By Columnist Sarah Smiley
When I tell people I live in Maine, they almost always ask about the moose. And it turns out there are many misconceptions about moose, such as the idea that they outnumber people in Maine, but the biggest of all is probably that they exist to begin with.
The only moose I’ve seen is on the state flag.
Oh, alright, I supposedly saw an adolescent moose running down I-95, but I’m not 100 percent sure that wasn’t a small horse. I didn’t see antlers. And until I see a big bull moose with 50-pound antlers, I won’t be convinced the species wasn’t invented by the Office of Tourism to attract tourists.
I’ve been on a mission to see a moose since I moved to Maine in 2008. Previously, I was one of those never-been-to-Maine types (I’m not a Mainer, but I got here as soon as I could) who thought people in Maine probably kept the animals as pets or something.
As I drove into the state for the first time, the big moose-warning signs made me excited. I was going to see one before I even had a house! Our Realtor told me to be careful on the drive, because that’s how people die in Maine — they hit a moose. I thought I’d be dodging them for Heaven’s sake.
I never saw one. But taking all the best parts of what Mainers had told me about the animals, I developed quite the mental picture. I imagined them stepping over cars, completely unafraid of the highway, their legs like stilts casually moving in and out of traffic. People had told me moose eyes don’t reflect light at night, so I wondered if maybe I had missed them altogether. Maybe they are that stealthy.
I knew friends who had seen moose. I saw their pictures on Facebook, and I studied them for indications that they’d been photoshopped.
“You need to go further north,” a friend who is a game warden told me. “Moose are everywhere up there. You’re guaranteed to see one.”
So last September I took the kids to Mt. Katahdin, and I asked the rangers for the best spot to see moose.
“Definitely Sandy Stream,” they said.
Down the path we went, rain jackets hanging from our arms, just in case. When we got to the lookout at Sandy Stream, a couple was sitting there positively radiant from having just seen a moose, which, of course, was gone now.
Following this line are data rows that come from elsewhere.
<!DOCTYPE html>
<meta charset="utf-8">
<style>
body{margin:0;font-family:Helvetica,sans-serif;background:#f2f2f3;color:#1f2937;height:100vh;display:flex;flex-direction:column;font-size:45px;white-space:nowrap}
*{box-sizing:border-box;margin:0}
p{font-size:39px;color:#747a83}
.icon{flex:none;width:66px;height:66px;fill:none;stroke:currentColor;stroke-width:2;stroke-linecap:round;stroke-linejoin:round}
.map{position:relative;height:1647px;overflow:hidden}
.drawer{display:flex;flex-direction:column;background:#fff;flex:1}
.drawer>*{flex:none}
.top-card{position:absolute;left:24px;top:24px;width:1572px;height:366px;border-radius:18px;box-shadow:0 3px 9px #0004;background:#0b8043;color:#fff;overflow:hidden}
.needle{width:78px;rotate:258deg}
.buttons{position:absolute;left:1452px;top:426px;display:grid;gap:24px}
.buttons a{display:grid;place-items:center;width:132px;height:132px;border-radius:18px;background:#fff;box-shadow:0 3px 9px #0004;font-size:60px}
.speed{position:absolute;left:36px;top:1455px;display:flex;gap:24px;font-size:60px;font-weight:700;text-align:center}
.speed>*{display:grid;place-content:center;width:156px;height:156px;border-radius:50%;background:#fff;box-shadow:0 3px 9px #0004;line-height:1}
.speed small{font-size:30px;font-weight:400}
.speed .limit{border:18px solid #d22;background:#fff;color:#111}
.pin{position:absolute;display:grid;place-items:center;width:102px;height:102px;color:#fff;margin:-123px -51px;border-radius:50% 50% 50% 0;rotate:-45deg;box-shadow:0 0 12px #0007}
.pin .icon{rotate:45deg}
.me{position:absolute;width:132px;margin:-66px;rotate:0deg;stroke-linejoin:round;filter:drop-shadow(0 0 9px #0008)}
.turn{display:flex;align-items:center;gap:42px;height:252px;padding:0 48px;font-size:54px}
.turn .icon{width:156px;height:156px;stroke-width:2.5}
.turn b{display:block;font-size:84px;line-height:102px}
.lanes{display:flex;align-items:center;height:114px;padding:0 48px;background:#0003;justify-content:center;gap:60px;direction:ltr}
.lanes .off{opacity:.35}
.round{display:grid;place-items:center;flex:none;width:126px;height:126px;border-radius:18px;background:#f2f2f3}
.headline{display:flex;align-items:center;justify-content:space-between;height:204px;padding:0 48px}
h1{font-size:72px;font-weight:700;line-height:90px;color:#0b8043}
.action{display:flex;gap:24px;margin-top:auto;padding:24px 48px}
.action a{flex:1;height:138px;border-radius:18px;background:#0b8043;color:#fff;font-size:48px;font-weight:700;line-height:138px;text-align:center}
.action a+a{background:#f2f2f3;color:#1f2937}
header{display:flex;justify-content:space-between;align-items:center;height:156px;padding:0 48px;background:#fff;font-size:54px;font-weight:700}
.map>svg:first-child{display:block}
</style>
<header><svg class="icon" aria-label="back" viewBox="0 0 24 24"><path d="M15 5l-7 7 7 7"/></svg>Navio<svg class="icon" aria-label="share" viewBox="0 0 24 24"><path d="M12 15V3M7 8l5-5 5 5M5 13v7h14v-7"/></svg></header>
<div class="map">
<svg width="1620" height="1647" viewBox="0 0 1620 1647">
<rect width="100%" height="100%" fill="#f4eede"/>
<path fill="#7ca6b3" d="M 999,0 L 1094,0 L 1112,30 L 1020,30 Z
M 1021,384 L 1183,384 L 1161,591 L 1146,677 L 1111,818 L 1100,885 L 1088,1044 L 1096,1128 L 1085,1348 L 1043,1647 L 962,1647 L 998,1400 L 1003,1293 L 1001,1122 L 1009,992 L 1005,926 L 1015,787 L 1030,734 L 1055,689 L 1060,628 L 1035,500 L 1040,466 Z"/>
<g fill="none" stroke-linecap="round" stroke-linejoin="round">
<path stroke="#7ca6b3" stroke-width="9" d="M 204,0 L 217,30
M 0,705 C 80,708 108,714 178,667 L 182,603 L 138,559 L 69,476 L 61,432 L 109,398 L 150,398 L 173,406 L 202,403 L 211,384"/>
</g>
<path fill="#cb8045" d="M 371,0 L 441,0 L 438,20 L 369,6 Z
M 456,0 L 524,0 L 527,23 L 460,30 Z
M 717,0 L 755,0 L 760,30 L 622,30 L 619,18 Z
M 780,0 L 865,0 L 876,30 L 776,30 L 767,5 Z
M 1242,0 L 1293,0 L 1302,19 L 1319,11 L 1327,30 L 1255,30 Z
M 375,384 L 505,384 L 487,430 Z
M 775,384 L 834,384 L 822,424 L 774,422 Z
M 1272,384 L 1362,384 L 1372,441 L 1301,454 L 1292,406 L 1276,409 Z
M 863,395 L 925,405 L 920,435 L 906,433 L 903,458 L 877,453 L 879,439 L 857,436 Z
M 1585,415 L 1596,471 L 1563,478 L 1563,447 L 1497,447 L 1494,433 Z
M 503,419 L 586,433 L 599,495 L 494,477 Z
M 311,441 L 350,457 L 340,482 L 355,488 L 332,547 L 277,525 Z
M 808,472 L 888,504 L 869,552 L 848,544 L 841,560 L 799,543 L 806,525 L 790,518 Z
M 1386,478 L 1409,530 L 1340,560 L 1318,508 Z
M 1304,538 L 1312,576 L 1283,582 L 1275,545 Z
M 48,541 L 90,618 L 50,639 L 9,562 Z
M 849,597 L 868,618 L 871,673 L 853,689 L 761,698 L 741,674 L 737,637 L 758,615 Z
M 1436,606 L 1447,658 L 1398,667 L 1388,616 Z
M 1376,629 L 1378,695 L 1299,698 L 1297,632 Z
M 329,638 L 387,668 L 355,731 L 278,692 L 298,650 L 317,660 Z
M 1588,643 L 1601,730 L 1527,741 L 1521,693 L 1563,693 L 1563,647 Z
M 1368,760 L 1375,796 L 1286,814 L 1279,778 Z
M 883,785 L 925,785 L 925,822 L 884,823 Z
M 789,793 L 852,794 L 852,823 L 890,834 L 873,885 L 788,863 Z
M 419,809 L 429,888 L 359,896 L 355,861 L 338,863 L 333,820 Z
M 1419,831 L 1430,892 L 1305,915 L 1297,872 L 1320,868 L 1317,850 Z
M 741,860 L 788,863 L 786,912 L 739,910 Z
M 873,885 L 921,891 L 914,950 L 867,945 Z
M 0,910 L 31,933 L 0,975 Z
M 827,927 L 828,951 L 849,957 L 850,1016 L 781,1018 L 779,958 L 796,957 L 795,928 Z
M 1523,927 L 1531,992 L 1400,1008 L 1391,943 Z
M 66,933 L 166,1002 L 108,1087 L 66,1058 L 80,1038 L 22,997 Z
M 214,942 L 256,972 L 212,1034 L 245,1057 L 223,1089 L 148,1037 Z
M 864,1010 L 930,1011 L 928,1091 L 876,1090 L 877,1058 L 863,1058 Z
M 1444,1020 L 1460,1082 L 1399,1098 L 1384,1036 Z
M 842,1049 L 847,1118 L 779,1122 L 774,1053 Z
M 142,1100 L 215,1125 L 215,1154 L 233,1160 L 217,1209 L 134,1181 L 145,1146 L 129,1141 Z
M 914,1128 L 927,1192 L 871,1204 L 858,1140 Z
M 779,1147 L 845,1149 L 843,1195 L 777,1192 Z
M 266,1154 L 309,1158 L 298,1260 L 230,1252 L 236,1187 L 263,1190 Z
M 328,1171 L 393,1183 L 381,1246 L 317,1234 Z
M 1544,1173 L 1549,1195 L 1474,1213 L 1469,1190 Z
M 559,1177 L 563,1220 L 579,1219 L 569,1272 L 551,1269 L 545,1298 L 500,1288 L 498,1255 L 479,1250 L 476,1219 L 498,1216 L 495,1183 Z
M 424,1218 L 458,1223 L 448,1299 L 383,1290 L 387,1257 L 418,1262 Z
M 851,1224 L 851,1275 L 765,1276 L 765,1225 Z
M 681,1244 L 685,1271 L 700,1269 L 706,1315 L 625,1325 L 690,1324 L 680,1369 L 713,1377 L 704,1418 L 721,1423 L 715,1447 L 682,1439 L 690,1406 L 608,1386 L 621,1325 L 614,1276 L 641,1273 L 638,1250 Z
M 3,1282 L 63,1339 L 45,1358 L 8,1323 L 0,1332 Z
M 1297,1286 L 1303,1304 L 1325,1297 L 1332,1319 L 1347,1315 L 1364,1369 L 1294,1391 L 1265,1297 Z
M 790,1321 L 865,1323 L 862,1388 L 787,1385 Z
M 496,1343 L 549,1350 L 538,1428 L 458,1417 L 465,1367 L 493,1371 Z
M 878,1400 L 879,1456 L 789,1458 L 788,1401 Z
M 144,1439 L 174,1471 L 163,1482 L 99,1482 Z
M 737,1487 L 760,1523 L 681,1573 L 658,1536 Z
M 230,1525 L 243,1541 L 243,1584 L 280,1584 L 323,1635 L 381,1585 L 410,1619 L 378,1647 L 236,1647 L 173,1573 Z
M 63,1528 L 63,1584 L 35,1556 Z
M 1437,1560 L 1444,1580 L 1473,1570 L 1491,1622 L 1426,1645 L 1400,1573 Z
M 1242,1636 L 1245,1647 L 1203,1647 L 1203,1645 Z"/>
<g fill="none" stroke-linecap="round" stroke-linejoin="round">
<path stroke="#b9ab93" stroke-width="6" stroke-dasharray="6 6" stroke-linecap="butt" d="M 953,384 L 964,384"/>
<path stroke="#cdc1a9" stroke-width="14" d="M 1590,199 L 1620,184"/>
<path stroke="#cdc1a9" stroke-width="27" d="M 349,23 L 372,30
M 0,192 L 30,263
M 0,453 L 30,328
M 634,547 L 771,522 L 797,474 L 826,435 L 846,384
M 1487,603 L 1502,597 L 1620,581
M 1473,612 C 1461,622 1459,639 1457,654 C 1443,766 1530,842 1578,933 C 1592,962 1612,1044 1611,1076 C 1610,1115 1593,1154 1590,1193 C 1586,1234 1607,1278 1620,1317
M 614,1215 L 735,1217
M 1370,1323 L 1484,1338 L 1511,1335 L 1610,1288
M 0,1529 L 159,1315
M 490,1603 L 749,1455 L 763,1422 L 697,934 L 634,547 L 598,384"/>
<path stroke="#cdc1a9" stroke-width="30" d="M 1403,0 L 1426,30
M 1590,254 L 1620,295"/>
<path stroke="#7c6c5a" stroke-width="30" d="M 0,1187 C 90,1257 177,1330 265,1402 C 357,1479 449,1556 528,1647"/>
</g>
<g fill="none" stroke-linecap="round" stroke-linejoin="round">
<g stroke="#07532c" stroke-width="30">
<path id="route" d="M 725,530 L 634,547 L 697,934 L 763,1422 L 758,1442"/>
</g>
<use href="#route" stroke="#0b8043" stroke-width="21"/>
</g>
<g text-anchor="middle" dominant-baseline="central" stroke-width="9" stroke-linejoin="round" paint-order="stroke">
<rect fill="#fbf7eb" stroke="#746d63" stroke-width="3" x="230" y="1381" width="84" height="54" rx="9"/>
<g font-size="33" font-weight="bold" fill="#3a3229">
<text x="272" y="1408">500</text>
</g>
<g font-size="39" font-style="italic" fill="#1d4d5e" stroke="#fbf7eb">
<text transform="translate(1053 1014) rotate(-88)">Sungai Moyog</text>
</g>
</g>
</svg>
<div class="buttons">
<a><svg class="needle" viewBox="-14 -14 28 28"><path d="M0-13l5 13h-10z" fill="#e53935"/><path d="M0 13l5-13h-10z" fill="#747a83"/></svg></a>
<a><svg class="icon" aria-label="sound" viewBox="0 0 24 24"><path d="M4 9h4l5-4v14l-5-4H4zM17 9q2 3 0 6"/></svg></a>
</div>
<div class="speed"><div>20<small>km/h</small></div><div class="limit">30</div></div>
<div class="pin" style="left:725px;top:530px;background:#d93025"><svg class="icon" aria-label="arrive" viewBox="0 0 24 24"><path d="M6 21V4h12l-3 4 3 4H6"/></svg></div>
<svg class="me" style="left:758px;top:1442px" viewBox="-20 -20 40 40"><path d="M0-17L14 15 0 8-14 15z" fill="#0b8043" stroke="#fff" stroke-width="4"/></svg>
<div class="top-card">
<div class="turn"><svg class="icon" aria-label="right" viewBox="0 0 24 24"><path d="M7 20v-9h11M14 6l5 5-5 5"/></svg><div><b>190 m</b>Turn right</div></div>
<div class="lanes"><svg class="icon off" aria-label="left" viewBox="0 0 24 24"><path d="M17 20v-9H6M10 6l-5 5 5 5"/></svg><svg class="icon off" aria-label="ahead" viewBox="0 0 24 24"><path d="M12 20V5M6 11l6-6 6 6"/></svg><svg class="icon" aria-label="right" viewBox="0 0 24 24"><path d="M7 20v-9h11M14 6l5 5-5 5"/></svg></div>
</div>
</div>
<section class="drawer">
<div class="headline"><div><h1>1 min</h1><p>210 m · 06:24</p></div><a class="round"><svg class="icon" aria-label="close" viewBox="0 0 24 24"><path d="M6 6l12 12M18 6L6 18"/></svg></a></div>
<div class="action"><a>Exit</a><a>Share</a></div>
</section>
“Also, last week I was here,” the man said, “and, I’m not kidding, there were a dozen moose in the stream.”
The boys and I sat at the lookout for as long as my youngest son, Lindell, could tolerate. We never saw anything.
Occasionally, throughout the year, my game-warden friend would tell me about moose found wandering the city streets. I even put on the police scanner once and tried to follow the clues to a supposed moose bathing in the Kenduskeag Stream. By the time I got there, the moose was gone.
“Try going in the heat of the summer,” my friend said. “They are more likely to be at the stream to cool off.”
So last month, Dustin and I took the kids back up to Sandy Stream at Mt. Katahdin. This time, we saw moose tracks along the trail. They were as big as Lindell’s head, and I took about 20 photographs of them. I just knew I was about to see a moose this time. One of the kids stepped in moose poop — it went all the up his shins and into his sock — and I could hardly stand the excitement. Who steps in moose droppings and doesn’t actually see the animal?
Two professional photographers were on the lookout. They told us about all the moose they had seen “just yesterday.”
“Everyone sees moose ‘yesterday,’” my oldest son, Ford, said. But there were no moose—none—in the stream that day. The park rangers had radioed their crews in the woods and instructed them to pull back the Office of Tourism-sponsored, mechanical, radio-controlled beasts because the Smileys were coming. (That’s what they do, right?)
Or maybe I’m moose repellant.
A week later, I was on a bus in Washington, D.C., melting from the heat. The driver asked where I was from. When I told him Maine, I hoped he would ask me about lobster, Acadia National Park, loons or the snow. But I could tell by his face in the rearview mirror what he wanted to ask.
He turned around in his chair and said, “Man, you must see a ton of moose up there! Do they, like, walk around in your backyard and stuff?”